So I was delighted to see a post from: http://www.propublica.org/nerds/item/doc-dollars-guides-collecting-the-data about how scraping data and they use Google refine: https://code.google.com/p/google-refine/
I have heard about Google Refine a while ago, but as I feel more comfortable scripting and having that as a roadmap to what I’ve done for an analysis/data cleaning, I choose to use that. But I wonder, why do researchers, who are stuck in Excel many times, not use this as their main data cleaning tool?
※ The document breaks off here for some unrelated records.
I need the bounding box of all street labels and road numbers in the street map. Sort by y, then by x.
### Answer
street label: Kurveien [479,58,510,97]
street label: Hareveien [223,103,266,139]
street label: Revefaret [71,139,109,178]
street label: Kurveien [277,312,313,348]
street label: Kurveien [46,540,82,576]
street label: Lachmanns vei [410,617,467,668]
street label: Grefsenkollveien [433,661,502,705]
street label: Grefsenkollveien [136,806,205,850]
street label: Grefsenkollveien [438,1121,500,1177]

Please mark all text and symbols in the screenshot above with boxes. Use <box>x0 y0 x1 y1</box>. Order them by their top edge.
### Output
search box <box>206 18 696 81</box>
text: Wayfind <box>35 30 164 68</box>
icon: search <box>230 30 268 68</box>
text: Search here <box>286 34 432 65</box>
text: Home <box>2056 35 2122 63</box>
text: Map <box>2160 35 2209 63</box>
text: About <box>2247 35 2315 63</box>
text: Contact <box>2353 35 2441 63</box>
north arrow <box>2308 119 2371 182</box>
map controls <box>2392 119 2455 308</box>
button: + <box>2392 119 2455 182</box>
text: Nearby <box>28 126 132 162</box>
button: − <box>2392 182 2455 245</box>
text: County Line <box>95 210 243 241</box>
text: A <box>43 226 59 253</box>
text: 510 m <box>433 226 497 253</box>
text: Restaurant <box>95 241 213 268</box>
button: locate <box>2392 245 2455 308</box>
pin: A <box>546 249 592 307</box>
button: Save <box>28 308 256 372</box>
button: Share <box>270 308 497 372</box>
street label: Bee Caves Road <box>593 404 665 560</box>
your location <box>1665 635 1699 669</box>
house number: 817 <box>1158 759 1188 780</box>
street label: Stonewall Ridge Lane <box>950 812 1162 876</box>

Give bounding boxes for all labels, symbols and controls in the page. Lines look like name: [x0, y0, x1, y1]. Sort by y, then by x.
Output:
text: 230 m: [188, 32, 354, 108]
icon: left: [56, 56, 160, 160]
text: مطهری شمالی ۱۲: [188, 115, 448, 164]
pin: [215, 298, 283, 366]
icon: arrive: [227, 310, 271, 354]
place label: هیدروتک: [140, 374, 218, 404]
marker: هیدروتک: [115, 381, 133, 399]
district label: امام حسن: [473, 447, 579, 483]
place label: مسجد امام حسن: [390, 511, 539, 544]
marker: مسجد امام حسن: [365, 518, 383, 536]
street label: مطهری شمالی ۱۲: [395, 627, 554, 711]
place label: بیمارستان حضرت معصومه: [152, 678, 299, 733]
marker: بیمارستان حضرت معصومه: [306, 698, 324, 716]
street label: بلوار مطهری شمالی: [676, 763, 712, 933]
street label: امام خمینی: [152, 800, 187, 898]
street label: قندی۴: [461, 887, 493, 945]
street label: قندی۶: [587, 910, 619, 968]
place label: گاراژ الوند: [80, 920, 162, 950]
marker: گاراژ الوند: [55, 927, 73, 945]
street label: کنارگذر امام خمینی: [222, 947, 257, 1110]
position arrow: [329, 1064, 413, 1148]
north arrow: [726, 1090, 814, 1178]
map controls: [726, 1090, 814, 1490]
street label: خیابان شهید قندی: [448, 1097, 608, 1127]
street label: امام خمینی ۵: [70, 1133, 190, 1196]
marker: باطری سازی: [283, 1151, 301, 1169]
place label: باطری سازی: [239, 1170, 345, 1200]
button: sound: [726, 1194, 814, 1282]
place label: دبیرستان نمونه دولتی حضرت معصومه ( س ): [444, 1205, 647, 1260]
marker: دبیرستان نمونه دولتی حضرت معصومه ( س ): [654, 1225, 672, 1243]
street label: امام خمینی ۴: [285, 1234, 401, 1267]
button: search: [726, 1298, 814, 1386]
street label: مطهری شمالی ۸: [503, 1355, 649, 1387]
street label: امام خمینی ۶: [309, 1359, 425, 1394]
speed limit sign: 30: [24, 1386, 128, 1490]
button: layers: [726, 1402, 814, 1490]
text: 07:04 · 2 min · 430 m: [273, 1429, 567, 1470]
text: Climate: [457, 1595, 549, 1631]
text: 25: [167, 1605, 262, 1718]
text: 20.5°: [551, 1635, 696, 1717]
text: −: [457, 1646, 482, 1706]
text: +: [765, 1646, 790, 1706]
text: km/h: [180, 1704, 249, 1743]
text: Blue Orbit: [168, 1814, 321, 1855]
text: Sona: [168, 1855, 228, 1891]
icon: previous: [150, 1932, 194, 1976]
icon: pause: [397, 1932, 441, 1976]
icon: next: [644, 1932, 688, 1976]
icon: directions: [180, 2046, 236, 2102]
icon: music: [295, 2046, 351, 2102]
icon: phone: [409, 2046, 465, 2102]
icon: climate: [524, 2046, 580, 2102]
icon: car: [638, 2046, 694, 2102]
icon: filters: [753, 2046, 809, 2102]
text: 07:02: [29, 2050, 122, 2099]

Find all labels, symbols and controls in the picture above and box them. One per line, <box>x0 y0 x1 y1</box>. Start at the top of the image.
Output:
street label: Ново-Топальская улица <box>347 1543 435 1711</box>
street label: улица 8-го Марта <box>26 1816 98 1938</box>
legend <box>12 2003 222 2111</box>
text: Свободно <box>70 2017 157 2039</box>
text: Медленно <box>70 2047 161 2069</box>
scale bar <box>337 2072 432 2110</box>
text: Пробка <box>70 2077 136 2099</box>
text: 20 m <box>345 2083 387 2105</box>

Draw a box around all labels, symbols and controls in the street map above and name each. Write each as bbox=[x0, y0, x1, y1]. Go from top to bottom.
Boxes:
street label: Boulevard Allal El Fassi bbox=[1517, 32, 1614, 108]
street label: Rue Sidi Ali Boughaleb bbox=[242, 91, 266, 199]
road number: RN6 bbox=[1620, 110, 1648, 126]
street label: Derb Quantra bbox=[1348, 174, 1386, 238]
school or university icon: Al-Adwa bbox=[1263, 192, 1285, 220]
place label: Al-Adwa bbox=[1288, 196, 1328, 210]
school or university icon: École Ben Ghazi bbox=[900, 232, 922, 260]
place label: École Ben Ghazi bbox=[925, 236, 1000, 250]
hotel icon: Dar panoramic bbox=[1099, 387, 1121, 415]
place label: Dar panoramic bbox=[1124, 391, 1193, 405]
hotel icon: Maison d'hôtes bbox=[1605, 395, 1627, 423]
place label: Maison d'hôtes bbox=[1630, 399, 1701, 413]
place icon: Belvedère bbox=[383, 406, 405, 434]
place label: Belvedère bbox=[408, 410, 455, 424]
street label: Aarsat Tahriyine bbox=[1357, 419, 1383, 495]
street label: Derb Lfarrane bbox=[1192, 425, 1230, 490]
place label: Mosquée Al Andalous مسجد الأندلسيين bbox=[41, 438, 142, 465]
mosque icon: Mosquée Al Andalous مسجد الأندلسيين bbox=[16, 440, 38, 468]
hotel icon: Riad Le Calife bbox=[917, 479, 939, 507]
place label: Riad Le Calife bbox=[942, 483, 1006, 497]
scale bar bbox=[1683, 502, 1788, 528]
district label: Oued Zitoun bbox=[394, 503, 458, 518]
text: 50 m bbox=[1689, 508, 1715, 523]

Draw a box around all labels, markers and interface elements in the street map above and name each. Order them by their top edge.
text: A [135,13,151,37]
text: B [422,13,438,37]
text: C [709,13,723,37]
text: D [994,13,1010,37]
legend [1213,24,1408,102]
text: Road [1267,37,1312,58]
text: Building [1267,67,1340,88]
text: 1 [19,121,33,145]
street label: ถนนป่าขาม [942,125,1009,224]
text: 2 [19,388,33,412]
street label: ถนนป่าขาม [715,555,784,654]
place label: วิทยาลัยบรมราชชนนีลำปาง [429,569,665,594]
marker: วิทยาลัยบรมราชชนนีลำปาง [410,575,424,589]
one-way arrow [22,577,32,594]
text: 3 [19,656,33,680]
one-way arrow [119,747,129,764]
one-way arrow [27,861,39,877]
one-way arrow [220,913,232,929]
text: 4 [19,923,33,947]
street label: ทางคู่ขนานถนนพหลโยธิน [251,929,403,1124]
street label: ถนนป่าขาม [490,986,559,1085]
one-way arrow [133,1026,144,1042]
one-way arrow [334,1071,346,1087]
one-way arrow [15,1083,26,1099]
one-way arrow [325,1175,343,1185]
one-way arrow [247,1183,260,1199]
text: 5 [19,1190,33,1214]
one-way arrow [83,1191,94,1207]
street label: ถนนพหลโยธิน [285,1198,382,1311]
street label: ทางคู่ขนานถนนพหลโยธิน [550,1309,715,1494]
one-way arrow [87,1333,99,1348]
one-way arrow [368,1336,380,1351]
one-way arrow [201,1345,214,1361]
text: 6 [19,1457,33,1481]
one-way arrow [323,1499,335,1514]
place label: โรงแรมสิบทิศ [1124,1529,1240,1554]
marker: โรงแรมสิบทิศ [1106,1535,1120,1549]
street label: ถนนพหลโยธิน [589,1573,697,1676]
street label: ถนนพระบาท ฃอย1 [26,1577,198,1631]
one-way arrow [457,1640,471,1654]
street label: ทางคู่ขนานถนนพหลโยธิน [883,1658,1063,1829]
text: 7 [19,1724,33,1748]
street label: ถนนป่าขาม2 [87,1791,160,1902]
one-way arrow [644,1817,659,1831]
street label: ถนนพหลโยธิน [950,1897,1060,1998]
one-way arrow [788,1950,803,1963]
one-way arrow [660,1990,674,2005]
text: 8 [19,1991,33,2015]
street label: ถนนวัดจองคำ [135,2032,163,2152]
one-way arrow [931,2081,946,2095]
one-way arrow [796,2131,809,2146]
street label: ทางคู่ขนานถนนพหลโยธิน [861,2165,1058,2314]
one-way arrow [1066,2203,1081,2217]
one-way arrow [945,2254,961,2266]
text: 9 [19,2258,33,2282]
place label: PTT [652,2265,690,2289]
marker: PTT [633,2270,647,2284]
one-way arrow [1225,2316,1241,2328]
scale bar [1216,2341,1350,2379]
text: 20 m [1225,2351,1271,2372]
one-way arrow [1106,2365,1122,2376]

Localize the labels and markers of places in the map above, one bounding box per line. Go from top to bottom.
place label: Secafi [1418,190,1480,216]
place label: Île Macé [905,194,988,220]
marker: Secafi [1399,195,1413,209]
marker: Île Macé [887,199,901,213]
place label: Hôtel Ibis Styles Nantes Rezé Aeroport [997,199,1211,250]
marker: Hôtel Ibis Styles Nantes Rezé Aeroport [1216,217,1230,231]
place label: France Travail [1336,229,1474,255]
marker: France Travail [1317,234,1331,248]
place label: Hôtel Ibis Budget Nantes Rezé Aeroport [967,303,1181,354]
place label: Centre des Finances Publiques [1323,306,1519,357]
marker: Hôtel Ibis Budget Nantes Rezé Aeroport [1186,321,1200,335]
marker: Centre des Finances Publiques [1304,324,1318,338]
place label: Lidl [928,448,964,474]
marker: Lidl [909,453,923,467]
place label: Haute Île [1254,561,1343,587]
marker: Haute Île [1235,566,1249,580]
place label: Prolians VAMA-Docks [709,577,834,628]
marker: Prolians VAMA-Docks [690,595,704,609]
The features are more powerful than Excel at times and can be re-exported from Google Refine, so that you can make plots/etc. Also – it can be integrated with Google Docs. And the data does not go to the cloud unless you’d want it to – all data is run on your machine. In the heart of reproducibility, when you create an project and export it, it saves your “history”, essentially a long list of things you did (and can undo any of them at any time). I’m not saying that this is “reproducible” in a lot of the sense that people are discussing nowadays, but it seems a much better solution than changing excel sheets with no history, or multiple sheets, or multiple (and usually poorly annotated) versions.
So why don’t they use it? A new tool to learn/fear? They don’t know about it?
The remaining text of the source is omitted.